* _What is needed_
The reply must be the number of lines in the following material that include the word "Directions", and nothing more.

* _Supplied material_
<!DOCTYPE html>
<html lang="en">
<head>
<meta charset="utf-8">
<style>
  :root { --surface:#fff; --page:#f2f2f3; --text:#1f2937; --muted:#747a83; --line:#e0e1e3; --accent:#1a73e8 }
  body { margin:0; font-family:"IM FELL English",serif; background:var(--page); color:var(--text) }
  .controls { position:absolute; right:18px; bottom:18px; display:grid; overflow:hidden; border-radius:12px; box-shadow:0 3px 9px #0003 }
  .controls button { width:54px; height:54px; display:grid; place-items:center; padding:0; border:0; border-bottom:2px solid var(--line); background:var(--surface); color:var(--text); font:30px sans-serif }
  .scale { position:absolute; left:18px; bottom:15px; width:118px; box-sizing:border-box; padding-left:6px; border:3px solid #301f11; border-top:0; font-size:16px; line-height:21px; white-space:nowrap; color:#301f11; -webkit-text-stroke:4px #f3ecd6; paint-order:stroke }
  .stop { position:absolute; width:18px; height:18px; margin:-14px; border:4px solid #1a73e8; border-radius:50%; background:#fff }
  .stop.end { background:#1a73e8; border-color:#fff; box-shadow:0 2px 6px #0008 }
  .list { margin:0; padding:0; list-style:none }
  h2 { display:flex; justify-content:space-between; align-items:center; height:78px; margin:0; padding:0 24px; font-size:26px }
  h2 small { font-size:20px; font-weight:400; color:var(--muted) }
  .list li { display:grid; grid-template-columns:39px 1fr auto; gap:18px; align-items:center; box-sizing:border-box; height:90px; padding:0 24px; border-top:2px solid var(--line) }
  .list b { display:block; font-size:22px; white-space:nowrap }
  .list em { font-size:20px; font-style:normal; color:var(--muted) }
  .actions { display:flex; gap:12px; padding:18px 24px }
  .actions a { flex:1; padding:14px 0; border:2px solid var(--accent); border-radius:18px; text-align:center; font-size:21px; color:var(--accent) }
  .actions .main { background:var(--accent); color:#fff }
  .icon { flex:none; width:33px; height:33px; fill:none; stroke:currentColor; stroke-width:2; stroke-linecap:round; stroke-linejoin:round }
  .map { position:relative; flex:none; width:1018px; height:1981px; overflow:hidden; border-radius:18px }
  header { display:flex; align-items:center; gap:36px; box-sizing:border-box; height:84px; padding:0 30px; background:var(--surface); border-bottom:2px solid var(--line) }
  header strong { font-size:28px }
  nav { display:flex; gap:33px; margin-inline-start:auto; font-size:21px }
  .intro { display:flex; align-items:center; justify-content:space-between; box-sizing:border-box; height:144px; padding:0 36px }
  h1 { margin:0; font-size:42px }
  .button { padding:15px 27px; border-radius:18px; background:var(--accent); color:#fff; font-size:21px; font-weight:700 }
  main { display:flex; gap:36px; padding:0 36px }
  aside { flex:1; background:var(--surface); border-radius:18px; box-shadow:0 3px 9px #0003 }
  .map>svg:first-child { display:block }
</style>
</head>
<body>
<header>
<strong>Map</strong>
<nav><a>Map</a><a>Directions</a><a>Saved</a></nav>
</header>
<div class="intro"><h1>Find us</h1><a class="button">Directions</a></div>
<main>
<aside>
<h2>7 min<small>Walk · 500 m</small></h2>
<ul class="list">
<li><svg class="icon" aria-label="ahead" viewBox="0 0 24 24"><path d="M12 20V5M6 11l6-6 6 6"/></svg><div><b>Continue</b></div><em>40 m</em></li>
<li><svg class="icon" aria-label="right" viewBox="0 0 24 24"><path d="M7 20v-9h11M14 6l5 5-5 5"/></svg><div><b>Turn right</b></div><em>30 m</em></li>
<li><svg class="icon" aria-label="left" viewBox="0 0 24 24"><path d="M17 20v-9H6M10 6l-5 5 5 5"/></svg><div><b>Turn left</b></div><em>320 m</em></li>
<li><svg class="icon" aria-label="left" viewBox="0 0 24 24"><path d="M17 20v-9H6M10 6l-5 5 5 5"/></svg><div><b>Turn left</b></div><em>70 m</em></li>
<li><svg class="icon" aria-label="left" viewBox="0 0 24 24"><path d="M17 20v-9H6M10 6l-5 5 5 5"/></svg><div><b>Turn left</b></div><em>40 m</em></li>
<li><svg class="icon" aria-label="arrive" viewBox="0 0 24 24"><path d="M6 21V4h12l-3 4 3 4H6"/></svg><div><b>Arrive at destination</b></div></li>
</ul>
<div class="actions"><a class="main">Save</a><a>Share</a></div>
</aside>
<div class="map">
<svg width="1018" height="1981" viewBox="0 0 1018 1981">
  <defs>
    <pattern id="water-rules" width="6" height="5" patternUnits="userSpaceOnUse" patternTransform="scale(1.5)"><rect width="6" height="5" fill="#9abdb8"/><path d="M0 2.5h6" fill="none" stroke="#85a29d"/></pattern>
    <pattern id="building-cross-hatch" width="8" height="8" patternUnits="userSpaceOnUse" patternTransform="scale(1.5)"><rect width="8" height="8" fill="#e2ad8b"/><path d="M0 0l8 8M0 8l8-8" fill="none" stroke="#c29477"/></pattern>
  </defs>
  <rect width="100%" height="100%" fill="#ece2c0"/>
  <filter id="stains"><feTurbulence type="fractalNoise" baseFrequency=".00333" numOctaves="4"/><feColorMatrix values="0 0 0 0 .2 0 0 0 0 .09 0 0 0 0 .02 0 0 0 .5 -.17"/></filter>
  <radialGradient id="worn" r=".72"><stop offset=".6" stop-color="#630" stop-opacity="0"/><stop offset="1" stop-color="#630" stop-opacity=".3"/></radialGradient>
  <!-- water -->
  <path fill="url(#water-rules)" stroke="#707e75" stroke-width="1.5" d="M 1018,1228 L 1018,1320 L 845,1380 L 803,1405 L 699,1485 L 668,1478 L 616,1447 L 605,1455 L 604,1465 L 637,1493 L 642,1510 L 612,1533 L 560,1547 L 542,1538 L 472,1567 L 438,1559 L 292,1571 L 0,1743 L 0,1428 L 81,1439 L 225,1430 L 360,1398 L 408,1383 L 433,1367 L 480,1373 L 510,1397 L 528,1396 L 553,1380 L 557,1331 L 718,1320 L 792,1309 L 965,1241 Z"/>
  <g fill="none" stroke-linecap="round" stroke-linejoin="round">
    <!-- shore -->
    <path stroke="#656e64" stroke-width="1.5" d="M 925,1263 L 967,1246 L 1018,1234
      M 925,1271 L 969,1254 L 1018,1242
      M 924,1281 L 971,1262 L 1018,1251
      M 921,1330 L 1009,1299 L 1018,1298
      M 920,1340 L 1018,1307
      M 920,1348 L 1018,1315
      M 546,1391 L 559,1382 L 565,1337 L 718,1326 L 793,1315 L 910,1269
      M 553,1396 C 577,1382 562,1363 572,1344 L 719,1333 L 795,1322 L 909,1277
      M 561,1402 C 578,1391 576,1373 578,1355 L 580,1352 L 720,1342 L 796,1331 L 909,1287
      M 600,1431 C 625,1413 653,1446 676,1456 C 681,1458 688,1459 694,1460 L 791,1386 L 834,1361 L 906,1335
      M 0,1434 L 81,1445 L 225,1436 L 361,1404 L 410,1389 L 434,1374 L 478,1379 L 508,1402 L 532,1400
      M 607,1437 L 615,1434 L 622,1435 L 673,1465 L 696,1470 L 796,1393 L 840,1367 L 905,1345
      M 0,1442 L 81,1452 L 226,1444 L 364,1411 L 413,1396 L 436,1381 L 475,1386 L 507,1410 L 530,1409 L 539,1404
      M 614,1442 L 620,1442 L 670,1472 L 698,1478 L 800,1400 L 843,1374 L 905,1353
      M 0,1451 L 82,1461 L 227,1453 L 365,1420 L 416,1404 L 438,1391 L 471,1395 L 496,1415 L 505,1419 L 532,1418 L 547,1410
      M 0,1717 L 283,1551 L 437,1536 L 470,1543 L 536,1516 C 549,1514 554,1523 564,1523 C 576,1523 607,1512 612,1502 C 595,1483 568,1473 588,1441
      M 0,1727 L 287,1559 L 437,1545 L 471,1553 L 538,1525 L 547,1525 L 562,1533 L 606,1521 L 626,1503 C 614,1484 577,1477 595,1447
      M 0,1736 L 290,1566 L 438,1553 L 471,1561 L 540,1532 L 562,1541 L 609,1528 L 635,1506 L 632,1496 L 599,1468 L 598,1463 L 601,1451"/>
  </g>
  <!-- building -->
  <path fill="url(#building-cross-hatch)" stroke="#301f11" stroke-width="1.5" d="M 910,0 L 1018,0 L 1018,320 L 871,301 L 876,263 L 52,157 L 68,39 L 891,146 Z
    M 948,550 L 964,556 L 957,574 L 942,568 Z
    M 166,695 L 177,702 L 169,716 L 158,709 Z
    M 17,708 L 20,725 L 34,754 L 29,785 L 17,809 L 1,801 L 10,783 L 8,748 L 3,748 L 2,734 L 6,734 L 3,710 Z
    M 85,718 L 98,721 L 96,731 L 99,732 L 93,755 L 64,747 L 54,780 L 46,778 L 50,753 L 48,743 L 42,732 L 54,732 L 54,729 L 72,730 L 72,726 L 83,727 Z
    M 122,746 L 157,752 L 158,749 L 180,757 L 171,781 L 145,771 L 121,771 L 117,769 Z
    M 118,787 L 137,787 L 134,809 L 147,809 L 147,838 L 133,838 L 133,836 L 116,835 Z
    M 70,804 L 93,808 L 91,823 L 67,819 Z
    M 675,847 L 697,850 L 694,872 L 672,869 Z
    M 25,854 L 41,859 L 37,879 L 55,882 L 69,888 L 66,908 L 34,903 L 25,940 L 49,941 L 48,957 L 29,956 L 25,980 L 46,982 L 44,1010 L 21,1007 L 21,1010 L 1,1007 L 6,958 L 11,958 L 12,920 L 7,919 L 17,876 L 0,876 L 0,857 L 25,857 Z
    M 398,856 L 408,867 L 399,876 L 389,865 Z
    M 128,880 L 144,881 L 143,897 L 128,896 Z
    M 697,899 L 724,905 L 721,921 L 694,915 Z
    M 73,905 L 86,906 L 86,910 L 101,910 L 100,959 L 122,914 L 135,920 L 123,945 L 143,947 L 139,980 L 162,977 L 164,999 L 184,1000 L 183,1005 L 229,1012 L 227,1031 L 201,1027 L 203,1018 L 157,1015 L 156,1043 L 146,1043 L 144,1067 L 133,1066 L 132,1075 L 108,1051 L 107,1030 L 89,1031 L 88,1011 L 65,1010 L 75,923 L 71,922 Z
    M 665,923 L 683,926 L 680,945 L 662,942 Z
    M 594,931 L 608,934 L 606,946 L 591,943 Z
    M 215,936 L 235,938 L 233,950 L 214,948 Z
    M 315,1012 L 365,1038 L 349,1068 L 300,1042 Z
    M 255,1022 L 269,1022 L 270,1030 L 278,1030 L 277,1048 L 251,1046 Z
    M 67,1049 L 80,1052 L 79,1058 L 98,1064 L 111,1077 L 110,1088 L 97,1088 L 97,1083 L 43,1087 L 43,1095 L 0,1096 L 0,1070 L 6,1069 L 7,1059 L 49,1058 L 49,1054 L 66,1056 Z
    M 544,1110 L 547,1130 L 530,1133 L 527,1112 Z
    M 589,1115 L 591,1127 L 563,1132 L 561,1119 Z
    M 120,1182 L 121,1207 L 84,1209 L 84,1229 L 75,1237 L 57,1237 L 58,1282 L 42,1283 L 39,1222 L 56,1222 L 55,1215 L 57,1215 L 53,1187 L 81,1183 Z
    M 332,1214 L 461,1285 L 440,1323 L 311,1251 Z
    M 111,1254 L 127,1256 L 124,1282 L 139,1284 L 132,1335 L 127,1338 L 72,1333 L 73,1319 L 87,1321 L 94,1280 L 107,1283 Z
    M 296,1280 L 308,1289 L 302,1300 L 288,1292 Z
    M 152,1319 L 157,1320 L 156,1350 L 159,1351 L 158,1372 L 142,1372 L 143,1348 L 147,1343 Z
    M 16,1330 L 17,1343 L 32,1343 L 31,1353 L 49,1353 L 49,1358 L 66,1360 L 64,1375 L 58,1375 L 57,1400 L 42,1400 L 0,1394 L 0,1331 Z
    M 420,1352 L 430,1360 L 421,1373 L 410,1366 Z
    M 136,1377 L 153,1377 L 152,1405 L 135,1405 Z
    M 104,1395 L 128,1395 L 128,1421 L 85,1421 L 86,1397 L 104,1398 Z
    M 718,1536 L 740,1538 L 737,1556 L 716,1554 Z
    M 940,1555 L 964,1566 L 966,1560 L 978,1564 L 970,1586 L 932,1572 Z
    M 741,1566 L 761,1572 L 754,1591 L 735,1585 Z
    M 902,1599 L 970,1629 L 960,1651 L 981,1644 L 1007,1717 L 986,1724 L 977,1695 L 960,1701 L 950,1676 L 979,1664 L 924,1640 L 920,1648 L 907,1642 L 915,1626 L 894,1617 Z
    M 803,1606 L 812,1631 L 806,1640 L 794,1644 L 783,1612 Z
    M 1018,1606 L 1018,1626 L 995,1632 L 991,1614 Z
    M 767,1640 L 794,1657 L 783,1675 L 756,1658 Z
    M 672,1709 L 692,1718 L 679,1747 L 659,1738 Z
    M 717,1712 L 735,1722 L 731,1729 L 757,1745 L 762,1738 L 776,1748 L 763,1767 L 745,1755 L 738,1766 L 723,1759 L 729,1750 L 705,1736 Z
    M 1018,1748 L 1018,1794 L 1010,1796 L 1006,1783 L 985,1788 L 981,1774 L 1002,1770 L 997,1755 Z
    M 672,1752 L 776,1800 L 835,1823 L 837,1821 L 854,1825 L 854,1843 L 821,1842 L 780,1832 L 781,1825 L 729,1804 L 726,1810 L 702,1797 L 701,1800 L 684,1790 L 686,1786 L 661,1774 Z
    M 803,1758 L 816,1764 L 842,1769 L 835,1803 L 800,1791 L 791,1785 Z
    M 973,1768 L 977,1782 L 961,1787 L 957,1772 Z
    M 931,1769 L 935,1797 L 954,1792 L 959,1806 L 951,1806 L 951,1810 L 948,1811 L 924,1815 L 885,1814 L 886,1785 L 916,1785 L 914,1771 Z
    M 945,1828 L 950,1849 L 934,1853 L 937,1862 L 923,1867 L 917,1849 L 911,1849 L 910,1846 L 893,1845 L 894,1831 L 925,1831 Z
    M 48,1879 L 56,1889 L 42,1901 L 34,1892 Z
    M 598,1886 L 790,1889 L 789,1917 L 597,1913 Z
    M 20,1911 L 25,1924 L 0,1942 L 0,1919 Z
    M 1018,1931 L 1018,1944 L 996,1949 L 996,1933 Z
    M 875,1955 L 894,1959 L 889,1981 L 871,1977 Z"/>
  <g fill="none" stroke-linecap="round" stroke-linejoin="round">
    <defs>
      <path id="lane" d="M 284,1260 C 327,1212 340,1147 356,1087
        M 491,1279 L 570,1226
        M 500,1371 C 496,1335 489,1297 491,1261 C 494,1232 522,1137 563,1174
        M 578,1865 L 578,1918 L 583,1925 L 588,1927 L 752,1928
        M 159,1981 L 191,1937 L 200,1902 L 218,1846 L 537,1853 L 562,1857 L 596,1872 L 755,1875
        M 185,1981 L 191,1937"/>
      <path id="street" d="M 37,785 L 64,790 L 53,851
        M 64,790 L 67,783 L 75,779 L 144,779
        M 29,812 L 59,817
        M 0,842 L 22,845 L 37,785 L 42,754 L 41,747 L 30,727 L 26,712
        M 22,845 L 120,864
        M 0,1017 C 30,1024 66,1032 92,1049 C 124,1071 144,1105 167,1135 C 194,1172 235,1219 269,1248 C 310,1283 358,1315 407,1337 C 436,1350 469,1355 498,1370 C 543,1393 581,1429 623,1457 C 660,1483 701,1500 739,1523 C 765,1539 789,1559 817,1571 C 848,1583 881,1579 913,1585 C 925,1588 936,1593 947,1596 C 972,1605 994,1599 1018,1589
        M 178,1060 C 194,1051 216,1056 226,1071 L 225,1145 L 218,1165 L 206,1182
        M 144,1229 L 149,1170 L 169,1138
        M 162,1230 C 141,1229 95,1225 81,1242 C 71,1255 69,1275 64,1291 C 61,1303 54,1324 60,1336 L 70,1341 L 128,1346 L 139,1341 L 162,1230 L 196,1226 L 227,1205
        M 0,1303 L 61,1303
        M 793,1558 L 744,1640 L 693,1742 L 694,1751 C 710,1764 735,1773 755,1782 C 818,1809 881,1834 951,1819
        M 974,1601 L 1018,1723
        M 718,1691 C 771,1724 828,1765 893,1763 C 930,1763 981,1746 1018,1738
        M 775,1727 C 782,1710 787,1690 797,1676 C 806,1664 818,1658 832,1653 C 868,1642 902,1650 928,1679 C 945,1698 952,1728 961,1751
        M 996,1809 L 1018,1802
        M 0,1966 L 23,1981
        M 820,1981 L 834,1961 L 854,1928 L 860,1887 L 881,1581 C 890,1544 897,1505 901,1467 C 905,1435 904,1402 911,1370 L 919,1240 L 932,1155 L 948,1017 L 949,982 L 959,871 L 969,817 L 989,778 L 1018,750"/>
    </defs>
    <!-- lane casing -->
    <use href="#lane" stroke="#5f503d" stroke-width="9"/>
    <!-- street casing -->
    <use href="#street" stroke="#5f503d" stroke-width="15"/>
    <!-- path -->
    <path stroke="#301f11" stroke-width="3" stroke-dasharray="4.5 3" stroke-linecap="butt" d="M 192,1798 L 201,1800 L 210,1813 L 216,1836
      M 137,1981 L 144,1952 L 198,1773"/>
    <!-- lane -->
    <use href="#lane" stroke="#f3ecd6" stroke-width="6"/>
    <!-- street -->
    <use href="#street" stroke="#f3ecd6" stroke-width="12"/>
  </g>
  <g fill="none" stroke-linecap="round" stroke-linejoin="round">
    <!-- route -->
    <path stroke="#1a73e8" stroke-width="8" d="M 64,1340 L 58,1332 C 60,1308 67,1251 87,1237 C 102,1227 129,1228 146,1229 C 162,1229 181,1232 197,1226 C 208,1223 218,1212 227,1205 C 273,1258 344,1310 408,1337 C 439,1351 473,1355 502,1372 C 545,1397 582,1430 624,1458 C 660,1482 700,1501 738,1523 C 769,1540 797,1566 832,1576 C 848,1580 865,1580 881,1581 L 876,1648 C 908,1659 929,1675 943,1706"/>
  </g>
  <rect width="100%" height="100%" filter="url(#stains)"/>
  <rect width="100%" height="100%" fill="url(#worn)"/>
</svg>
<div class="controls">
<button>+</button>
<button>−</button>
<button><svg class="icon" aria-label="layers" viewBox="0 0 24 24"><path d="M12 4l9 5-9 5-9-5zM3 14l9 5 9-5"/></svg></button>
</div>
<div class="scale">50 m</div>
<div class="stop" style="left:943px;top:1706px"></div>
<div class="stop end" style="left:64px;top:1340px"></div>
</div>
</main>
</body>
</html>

* _Answer section_
2